Amazon's Whole Foods Integration Woes: Deloitte Report Reveals 6 Key Tech Gaps After 8 Years
Amazon, Whole Foods Still Not Aligned on Tech: Deloitte

Eight years after its high-profile acquisition, e-commerce giant Amazon and organic grocery chain Whole Foods Market continue to face significant technological misalignment, according to an internal Deloitte document reviewed by Business Insider. The review highlights ongoing struggles in merging their Microsoft software ecosystems, creating operational inefficiencies and security concerns.

Deloitte's Six-Point Diagnosis of the Tech Divide

The Deloitte team, working with Whole Foods employees earlier this year, identified six major problem areas hindering seamless collaboration between the two companies. The core issue is a "fragmented" use of Microsoft 365 toolsets at Whole Foods, coupled with loose data security and retention practices.

Firstly, employees are forced to constantly switch between communication apps like Slack and Microsoft Teams based on which Amazon team they are interacting with. This disjointed experience, Deloitte notes, "increases complexity and inefficiency," directly hampering productivity and collaboration.

Secondly, Whole Foods lacks formal company-wide rules for email and document retention, except for limited settings in Teams. This absence of a clear data governance policy makes regulatory compliance and data management across servers significantly harder.

Thirdly, security remains a pressing concern. Several teams expressed a desire to close the gap between Amazon's and Whole Foods' "security postures." Deloitte suggested immediate improvements, including mandating stronger device registration and blocking unverified emails to bolster defenses.

The Cumbersome Reality of Dual Identities and App Sprawl

The fourth problem stems from identity management.

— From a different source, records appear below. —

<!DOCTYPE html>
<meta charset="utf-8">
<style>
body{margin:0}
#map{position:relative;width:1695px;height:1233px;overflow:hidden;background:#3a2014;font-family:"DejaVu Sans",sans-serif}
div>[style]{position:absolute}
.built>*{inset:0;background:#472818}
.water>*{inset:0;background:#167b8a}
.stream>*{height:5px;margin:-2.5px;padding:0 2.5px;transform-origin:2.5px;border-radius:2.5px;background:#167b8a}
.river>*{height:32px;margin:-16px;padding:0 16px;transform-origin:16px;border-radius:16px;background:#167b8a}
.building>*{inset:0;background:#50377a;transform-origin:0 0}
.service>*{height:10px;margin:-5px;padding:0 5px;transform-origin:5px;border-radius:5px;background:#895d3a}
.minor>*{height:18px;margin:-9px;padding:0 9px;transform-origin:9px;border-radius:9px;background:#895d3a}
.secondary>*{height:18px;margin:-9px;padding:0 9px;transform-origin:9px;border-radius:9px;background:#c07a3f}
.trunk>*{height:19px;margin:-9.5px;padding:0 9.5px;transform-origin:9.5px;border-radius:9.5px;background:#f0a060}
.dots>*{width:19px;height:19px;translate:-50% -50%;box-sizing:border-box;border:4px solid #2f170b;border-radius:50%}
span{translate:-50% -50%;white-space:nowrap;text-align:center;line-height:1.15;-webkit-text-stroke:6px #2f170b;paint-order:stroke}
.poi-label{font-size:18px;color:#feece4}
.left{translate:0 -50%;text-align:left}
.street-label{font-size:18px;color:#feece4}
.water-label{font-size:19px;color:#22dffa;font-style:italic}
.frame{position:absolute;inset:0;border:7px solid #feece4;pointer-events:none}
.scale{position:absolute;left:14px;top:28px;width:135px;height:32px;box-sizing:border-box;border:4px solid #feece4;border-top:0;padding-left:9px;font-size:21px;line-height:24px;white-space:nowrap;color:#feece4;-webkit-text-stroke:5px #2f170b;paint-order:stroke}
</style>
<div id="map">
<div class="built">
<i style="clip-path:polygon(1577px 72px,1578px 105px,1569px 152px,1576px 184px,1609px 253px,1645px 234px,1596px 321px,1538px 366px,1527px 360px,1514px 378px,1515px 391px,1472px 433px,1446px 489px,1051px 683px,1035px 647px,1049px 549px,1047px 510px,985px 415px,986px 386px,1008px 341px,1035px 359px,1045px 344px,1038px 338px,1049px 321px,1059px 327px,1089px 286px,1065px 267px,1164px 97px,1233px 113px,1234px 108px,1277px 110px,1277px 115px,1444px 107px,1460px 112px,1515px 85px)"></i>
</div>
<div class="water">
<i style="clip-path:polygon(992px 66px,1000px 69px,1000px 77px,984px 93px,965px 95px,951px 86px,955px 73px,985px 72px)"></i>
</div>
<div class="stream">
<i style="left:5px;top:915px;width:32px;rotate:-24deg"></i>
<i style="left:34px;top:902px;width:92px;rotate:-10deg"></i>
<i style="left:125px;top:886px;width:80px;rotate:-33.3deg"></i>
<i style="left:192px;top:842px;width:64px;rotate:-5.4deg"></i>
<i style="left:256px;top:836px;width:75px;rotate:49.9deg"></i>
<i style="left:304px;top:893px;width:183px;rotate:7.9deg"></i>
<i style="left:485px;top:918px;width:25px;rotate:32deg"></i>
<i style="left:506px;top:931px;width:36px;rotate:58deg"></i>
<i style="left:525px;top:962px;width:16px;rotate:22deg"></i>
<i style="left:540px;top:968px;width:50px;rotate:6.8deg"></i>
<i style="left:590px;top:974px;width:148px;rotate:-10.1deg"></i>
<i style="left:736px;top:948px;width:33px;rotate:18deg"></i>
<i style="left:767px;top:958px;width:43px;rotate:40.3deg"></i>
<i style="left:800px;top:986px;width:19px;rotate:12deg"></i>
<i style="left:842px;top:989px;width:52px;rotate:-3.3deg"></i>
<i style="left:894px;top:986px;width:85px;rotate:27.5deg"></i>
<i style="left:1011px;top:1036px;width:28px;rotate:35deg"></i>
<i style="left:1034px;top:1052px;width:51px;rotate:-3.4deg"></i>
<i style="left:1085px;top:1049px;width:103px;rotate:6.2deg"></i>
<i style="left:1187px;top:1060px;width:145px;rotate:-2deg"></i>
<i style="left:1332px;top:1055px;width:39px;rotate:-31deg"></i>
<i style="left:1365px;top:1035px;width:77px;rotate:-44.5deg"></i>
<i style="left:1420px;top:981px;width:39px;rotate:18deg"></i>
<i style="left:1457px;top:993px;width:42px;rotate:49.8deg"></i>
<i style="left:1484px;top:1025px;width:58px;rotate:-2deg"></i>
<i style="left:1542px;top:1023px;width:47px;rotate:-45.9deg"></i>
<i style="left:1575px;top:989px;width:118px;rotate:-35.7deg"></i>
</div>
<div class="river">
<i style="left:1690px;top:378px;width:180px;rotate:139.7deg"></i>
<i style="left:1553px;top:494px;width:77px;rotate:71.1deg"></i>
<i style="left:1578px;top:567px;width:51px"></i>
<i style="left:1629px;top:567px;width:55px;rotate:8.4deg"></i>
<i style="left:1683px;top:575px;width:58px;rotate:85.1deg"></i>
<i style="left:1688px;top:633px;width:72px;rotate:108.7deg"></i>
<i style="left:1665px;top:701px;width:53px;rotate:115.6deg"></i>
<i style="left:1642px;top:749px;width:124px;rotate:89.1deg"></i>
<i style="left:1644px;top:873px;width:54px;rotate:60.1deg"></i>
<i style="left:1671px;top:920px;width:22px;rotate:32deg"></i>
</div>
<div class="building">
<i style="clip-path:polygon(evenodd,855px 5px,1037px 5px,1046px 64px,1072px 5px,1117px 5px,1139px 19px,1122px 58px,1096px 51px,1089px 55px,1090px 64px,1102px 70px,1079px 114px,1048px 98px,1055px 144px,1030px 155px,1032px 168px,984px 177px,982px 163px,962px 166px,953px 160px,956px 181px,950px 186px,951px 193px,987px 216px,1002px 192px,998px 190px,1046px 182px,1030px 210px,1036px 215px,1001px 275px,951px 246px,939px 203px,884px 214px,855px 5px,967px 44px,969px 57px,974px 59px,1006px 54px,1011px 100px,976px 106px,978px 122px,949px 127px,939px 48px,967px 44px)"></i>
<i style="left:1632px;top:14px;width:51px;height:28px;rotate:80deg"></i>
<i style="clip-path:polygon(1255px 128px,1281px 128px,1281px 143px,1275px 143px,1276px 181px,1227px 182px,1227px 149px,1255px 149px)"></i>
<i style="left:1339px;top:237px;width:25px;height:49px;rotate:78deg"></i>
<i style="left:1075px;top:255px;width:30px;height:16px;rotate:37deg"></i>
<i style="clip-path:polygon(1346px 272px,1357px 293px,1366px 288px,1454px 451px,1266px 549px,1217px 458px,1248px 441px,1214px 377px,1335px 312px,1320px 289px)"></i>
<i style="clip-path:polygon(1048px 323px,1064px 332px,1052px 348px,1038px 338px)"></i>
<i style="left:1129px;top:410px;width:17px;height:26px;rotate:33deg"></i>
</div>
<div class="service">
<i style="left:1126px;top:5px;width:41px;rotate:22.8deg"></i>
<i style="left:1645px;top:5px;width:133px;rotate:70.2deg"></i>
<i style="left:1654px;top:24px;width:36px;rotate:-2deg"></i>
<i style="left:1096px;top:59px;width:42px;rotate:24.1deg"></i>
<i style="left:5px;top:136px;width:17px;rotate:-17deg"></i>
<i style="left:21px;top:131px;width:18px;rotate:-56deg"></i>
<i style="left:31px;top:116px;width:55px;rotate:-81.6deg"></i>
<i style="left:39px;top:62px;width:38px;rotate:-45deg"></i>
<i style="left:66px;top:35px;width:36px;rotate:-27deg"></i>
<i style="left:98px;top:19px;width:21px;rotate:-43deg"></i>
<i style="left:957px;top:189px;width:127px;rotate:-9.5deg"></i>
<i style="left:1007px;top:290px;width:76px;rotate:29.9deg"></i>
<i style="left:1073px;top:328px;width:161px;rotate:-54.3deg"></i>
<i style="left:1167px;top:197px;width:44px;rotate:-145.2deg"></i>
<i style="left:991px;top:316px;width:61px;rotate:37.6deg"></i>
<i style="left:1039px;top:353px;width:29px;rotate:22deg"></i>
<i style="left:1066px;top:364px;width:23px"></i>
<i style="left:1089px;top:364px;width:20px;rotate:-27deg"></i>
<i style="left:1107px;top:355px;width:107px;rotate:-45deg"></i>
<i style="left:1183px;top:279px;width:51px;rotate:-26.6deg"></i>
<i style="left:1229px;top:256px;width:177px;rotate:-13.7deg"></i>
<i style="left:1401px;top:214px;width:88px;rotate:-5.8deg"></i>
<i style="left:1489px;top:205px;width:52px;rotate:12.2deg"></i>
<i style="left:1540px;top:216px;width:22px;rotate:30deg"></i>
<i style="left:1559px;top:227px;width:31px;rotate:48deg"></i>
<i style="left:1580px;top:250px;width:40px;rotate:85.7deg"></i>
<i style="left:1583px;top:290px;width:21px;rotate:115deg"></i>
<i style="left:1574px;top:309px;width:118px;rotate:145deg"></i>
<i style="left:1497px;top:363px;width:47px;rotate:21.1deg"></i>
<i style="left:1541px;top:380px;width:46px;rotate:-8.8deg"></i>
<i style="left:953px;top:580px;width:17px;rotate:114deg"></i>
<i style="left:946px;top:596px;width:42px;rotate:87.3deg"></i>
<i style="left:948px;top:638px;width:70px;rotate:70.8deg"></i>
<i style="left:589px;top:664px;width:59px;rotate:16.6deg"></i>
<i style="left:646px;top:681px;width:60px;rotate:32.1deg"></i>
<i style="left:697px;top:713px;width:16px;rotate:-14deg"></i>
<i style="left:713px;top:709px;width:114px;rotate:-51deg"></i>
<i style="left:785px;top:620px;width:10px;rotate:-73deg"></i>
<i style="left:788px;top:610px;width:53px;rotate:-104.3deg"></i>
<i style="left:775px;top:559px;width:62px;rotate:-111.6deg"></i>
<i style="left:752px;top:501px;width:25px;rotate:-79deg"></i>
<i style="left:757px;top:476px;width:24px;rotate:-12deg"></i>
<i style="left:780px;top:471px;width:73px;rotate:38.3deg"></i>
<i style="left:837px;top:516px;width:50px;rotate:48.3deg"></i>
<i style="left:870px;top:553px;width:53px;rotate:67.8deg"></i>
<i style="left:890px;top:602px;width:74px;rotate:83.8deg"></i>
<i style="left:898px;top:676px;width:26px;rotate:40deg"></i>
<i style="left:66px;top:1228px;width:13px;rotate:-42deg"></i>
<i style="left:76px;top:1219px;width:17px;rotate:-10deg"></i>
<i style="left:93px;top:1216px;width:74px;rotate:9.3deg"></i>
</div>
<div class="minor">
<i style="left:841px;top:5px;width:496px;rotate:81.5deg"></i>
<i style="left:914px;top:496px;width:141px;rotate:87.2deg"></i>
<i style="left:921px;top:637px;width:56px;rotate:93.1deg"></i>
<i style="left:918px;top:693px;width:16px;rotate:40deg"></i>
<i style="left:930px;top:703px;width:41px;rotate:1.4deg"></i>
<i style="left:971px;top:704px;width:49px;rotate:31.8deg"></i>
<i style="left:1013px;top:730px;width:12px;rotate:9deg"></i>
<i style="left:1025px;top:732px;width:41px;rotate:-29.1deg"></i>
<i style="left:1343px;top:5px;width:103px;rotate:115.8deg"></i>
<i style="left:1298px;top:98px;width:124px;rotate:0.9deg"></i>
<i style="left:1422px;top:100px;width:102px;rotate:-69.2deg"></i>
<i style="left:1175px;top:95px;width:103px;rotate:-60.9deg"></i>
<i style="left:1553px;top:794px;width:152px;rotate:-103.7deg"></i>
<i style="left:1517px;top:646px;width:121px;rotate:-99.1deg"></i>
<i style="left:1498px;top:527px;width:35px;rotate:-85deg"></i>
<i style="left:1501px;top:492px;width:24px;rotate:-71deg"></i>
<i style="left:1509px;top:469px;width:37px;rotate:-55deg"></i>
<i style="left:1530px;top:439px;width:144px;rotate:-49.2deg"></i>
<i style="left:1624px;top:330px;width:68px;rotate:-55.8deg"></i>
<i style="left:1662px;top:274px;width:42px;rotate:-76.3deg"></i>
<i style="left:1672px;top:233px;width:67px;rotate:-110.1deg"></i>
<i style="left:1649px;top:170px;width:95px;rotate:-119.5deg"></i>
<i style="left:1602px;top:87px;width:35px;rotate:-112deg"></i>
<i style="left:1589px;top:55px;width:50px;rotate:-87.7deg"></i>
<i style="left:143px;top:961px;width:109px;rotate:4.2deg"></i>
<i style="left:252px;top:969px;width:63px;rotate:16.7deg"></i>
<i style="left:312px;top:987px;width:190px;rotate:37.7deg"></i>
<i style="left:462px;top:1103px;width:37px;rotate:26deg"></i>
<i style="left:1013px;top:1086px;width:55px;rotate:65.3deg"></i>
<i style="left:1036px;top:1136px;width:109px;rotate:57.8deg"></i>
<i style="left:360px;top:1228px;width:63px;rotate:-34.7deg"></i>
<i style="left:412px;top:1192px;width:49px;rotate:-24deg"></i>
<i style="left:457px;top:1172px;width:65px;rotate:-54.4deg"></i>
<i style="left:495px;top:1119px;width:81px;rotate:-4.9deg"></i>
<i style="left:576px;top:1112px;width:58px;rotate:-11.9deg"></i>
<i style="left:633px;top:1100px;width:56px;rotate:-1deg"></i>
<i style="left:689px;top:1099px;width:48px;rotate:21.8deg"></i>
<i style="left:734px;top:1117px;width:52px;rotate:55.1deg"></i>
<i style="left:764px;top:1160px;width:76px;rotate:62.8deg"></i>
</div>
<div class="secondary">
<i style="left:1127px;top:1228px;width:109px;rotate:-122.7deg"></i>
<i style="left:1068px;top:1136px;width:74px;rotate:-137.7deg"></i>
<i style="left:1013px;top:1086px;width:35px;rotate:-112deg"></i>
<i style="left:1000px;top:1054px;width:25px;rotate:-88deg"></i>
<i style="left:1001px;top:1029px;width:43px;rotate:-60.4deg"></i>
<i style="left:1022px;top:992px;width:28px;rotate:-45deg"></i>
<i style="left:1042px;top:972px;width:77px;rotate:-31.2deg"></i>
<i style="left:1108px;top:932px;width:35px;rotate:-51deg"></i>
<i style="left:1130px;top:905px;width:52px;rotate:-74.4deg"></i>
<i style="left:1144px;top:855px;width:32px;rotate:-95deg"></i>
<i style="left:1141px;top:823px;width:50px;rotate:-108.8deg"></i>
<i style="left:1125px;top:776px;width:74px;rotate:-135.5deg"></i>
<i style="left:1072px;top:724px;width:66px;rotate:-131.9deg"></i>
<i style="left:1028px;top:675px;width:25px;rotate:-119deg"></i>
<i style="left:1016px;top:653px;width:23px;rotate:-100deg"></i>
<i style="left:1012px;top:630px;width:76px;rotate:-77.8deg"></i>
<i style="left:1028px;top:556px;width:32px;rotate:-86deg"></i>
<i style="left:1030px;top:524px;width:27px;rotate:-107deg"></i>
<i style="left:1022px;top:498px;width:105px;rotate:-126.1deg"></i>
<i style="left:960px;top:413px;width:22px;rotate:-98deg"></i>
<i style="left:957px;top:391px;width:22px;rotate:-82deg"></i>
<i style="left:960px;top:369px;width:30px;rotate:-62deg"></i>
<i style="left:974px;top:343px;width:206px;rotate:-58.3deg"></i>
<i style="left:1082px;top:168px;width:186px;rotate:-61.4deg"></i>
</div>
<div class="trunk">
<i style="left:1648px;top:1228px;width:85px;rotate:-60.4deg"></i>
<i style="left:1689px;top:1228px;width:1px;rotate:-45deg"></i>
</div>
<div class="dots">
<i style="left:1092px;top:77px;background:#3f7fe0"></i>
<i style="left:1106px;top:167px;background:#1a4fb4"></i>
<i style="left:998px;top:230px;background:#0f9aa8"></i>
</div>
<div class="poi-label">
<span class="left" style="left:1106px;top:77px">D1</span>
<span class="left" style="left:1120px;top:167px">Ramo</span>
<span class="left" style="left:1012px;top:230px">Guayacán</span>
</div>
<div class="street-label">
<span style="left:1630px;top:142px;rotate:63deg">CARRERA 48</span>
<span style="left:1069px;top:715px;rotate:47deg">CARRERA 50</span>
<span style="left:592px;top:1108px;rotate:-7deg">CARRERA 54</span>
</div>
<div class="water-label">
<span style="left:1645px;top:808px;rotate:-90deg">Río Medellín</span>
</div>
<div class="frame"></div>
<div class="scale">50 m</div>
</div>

Employees currently need to manage both Whole Foods and Amazon accounts, a setup described as "cumbersome" but necessary for basic operations. Whole Foods' Microsoft 365 access is restricted to its own identities and Amazon guest accounts.

Fifth, strict external sharing rules within Microsoft 365, which require approval for any outside access, have backfired. To circumvent these policies, many Whole Foods teams have adopted alternative collaboration tools, creating shadow IT. Consequently, OneDrive sharing has been disabled, and SharePoint security is being tightened.

Finally, the review found Whole Foods currently has 314 registered applications, with regular audits to remove unused ones. However, oversight is limited for apps that send emails using Whole Foods domains, creating a blind spot for email security enhancements.

A 24-Month Phased Plan for Full Integration

To resolve these issues, Deloitte recommended a detailed 24-month integration roadmap. The plan advocates a phased approach, first migrating Whole Foods' corporate employees onto Amazon's backend technology systems, followed by frontline store workers.

Under this strategy, corporate staff would transition to Amazon's email and OneDrive systems early in the process. More complex platforms like SharePoint and Teams would be migrated gradually, allowing time to test and fine-tune permissions for both sets of user identities. The end goal is to consolidate all workloads under Amazon's umbrella, which would eliminate duplicate software licensing costs and ensure alignment with Amazon's stringent security standards.

Amazon responded to the findings. Spokesperson Jamie Forrest stated the company has a "successful and growing" grocery business serving over 150 million customers. Forrest added that Amazon has continually worked to "simplify ways of working and better collaborate across teams."

"We're bringing our corporate grocery teams closer together with a consistent employee experience, including aligning to the same technology systems and tools, to make it easier to collaborate and innovate on behalf of our customers," Forrest said. The Deloitte document, however, underscores the complex and lengthy journey still required to fully unify these two retail titans eight years after their merger.